**WORK ORDER**. Below is a listing; repeat exactly the lines from the one containing "const ctx = document.querySelector('canvas').getContext('2d');" to the one containing "ctx.font = font", both included.
(DATA EXTRACTS begins)
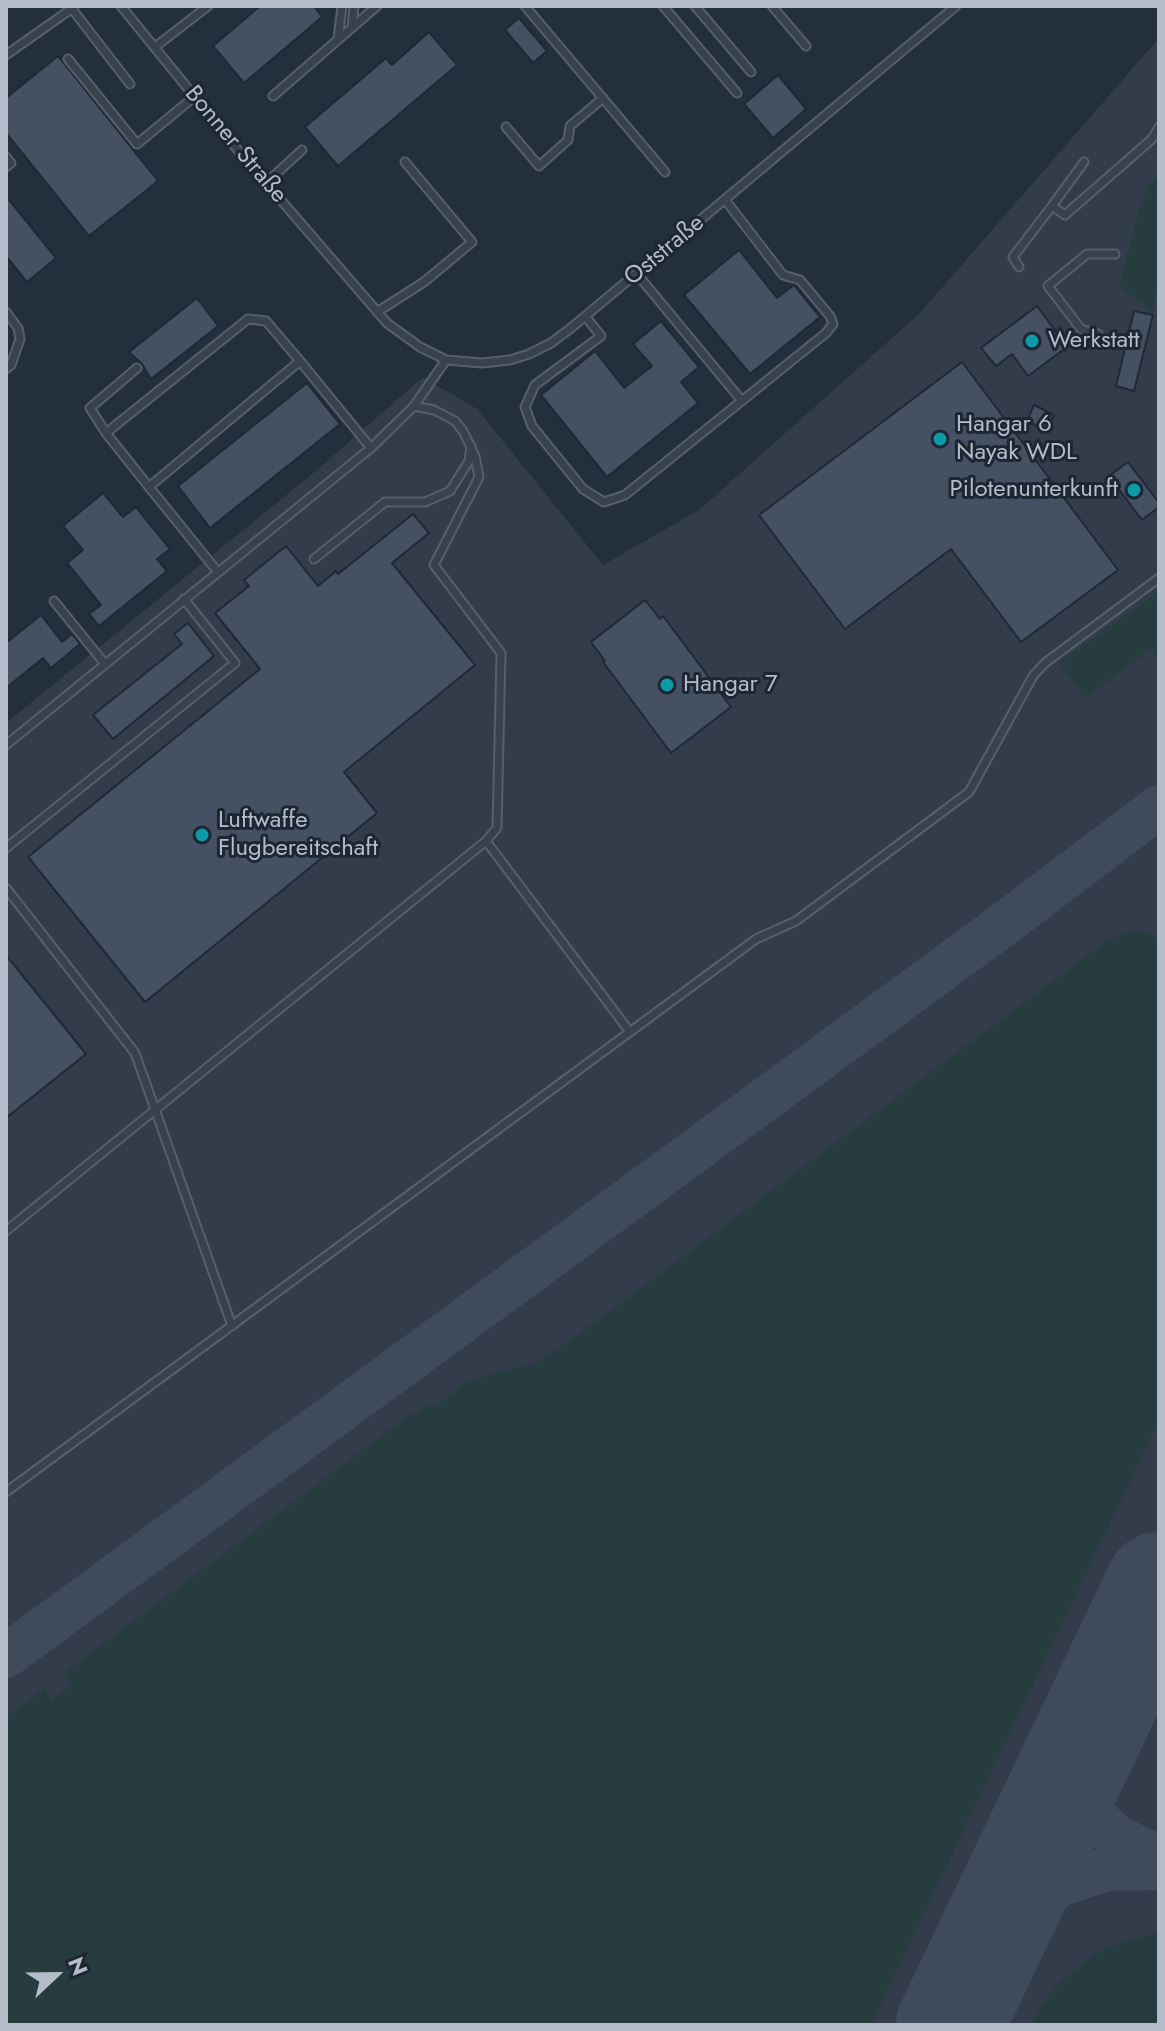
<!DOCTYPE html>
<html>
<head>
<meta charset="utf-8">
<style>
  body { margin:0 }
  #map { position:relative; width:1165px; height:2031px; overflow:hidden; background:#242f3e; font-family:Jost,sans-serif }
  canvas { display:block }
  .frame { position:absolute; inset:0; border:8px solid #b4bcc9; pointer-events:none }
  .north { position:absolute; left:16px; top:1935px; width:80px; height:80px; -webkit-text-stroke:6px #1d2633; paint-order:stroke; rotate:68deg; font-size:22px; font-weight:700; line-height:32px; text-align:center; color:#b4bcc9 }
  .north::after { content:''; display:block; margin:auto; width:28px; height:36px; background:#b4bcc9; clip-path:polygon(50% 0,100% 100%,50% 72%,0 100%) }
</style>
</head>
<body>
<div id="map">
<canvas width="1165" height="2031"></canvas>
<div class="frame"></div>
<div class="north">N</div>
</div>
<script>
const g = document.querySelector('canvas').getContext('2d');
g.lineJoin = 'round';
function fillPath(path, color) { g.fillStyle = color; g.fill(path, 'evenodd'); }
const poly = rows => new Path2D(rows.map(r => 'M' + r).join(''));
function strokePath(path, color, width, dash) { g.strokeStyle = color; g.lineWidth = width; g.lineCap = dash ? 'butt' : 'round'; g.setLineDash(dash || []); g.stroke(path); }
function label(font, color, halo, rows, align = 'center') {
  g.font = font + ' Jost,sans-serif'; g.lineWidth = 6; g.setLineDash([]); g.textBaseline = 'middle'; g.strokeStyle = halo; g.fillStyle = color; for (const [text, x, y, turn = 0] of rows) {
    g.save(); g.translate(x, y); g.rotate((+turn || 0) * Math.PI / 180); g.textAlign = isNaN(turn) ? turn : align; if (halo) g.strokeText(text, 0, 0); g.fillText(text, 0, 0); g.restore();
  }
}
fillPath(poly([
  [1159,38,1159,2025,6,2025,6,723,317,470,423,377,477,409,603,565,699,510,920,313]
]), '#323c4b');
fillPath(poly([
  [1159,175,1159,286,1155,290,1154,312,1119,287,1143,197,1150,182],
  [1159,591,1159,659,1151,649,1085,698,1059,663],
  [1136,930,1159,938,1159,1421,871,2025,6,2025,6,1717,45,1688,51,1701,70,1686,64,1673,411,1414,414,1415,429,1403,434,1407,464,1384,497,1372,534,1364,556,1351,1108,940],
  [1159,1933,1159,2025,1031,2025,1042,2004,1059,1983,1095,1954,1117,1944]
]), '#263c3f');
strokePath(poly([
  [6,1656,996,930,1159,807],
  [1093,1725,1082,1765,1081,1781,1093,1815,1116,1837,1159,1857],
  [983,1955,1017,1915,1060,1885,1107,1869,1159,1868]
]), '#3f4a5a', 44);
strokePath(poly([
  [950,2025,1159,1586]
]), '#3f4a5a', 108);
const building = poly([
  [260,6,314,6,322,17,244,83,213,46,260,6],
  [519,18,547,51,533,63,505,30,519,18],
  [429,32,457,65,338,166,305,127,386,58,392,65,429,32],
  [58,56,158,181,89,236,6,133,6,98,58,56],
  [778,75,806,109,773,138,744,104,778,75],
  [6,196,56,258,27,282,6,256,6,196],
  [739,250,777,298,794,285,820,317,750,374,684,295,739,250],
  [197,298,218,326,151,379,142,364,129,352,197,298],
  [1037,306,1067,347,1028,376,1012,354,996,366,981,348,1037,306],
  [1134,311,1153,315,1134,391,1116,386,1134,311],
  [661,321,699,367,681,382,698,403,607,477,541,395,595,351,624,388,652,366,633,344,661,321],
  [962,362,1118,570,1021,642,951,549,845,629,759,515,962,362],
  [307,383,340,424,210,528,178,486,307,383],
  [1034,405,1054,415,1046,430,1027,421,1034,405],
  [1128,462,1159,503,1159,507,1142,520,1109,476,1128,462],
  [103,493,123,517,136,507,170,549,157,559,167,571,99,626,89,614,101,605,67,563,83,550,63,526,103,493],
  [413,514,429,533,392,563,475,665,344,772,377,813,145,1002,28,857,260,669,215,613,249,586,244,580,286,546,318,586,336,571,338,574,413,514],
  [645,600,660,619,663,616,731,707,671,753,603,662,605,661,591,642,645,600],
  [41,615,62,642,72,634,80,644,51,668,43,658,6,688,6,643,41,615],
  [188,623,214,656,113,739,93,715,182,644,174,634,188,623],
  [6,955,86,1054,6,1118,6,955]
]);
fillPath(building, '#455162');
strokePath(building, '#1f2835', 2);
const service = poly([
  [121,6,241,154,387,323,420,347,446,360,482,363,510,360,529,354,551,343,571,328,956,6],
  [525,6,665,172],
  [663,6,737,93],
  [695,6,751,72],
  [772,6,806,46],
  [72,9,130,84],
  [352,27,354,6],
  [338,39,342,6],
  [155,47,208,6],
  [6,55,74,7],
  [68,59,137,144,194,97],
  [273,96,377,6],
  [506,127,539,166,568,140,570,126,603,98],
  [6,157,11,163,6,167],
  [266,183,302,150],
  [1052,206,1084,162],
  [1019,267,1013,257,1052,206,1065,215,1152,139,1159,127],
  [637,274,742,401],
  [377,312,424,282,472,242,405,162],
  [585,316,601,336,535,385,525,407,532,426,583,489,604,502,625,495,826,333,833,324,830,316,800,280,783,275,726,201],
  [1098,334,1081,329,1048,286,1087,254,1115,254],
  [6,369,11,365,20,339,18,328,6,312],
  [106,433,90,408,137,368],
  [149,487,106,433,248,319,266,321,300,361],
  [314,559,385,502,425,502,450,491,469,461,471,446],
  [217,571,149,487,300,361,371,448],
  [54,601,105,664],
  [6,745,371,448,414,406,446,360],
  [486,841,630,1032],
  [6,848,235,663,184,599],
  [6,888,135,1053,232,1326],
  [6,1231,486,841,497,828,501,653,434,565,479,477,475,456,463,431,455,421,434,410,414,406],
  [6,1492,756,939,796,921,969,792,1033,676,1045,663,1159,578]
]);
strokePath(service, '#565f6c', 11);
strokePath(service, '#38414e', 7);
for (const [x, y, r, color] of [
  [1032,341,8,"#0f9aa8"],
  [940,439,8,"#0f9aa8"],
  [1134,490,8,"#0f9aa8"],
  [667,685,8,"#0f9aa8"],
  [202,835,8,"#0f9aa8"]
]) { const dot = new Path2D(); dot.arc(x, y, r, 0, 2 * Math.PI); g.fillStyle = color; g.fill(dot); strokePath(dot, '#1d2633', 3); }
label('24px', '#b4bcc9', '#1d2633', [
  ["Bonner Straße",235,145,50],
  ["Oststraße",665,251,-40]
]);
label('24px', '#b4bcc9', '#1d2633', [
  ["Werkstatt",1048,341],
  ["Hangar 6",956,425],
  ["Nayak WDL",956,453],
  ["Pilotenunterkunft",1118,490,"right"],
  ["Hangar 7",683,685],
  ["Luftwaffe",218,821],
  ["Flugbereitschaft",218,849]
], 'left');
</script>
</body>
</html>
(DATA EXTRACTS ends)
(DATA EXTRACTS begins)
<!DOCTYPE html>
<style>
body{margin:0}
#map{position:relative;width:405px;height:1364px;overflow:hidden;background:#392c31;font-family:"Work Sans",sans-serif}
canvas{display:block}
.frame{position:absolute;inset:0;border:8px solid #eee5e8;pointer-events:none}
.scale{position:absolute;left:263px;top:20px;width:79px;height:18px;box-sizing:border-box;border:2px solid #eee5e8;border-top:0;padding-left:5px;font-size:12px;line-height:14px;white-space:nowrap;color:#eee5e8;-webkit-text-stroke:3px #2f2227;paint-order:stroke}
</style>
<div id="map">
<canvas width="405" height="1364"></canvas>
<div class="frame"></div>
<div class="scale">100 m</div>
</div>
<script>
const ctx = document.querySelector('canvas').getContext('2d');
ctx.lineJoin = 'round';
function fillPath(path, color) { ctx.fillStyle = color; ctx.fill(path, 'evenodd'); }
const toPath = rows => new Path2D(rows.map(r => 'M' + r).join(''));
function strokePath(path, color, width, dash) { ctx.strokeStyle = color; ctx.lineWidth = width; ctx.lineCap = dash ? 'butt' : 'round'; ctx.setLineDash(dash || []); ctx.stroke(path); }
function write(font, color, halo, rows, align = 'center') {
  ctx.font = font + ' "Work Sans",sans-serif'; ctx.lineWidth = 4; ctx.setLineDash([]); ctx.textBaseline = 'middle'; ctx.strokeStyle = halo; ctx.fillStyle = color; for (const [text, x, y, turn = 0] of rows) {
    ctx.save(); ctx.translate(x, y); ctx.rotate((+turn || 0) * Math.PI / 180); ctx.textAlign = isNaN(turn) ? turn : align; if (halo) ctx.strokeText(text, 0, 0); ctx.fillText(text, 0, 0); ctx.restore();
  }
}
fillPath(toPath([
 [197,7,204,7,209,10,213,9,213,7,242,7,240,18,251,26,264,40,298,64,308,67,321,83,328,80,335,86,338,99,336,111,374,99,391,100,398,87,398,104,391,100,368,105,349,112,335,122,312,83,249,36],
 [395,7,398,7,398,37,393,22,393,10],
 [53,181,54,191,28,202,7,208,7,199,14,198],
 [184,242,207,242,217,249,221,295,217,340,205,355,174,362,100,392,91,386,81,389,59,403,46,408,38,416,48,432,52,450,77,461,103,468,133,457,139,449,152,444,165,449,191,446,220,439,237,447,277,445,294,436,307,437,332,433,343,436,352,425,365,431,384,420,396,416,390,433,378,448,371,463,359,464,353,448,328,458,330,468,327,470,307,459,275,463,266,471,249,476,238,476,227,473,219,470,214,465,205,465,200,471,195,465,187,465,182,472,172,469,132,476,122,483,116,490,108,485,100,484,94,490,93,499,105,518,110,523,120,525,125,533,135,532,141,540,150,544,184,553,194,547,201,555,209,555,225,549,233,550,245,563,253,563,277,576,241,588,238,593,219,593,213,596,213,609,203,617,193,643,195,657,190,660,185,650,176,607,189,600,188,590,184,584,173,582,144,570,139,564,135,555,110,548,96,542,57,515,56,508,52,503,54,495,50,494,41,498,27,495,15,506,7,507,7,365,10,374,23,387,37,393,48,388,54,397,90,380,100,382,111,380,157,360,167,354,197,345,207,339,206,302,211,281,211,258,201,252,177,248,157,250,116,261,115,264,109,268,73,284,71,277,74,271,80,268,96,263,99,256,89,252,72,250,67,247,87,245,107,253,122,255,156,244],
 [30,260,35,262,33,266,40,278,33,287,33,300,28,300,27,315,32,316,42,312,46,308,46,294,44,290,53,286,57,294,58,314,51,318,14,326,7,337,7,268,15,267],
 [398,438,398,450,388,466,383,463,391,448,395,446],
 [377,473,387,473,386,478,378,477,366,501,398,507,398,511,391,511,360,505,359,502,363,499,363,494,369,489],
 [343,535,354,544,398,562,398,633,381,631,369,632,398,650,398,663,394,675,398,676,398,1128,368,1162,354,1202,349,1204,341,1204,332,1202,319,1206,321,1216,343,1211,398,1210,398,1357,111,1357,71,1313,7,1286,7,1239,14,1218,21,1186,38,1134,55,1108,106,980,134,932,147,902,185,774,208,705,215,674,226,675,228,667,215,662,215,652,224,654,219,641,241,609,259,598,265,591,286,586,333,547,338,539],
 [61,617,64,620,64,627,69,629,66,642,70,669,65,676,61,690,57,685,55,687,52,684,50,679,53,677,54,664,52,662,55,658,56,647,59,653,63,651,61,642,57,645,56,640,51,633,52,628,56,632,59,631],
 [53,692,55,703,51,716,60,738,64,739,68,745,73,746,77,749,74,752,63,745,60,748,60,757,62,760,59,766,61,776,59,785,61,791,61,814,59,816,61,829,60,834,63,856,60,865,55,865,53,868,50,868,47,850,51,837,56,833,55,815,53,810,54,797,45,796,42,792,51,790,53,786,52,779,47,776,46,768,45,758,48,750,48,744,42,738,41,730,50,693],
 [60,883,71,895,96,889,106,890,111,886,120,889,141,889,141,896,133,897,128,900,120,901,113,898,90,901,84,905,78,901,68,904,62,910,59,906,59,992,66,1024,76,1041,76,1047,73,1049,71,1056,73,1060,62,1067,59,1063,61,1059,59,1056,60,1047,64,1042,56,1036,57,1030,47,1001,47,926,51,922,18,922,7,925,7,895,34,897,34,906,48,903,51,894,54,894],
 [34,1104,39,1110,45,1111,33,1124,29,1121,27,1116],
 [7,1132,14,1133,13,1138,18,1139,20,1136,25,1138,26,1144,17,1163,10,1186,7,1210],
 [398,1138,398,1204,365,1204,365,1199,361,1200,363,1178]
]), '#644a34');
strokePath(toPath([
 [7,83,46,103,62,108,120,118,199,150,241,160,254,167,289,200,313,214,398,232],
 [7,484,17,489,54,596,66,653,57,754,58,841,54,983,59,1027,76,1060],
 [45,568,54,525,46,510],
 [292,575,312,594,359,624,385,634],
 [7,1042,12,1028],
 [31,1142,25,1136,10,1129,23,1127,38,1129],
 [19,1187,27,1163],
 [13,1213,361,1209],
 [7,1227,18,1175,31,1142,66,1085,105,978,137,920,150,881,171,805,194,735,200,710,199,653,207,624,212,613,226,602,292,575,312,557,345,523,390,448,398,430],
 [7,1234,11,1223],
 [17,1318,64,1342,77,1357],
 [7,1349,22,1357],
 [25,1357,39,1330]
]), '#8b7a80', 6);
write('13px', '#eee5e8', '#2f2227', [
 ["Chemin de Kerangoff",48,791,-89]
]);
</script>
(DATA EXTRACTS ends)
**SOLUTION TO THE PROBLEM**.
const ctx = document.querySelector('canvas').getContext('2d');
ctx.lineJoin = 'round';
function fillPath(path, color) { ctx.fillStyle = color; ctx.fill(path, 'evenodd'); }
const toPath = rows => new Path2D(rows.map(r => 'M' + r).join(''));
function strokePath(path, color, width, dash) { ctx.strokeStyle = color; ctx.lineWidth = width; ctx.lineCap = dash ? 'butt' : 'round'; ctx.setLineDash(dash || []); ctx.stroke(path); }
function write(font, color, halo, rows, align = 'center') {
  ctx.font = font + ' "Work Sans",sans-serif'; ctx.lineWidth = 4; ctx.setLineDash([]); ctx.textBaseline = 'middle'; ctx.strokeStyle = halo; ctx.fillStyle = color; for (const [text, x, y, turn = 0] of rows) {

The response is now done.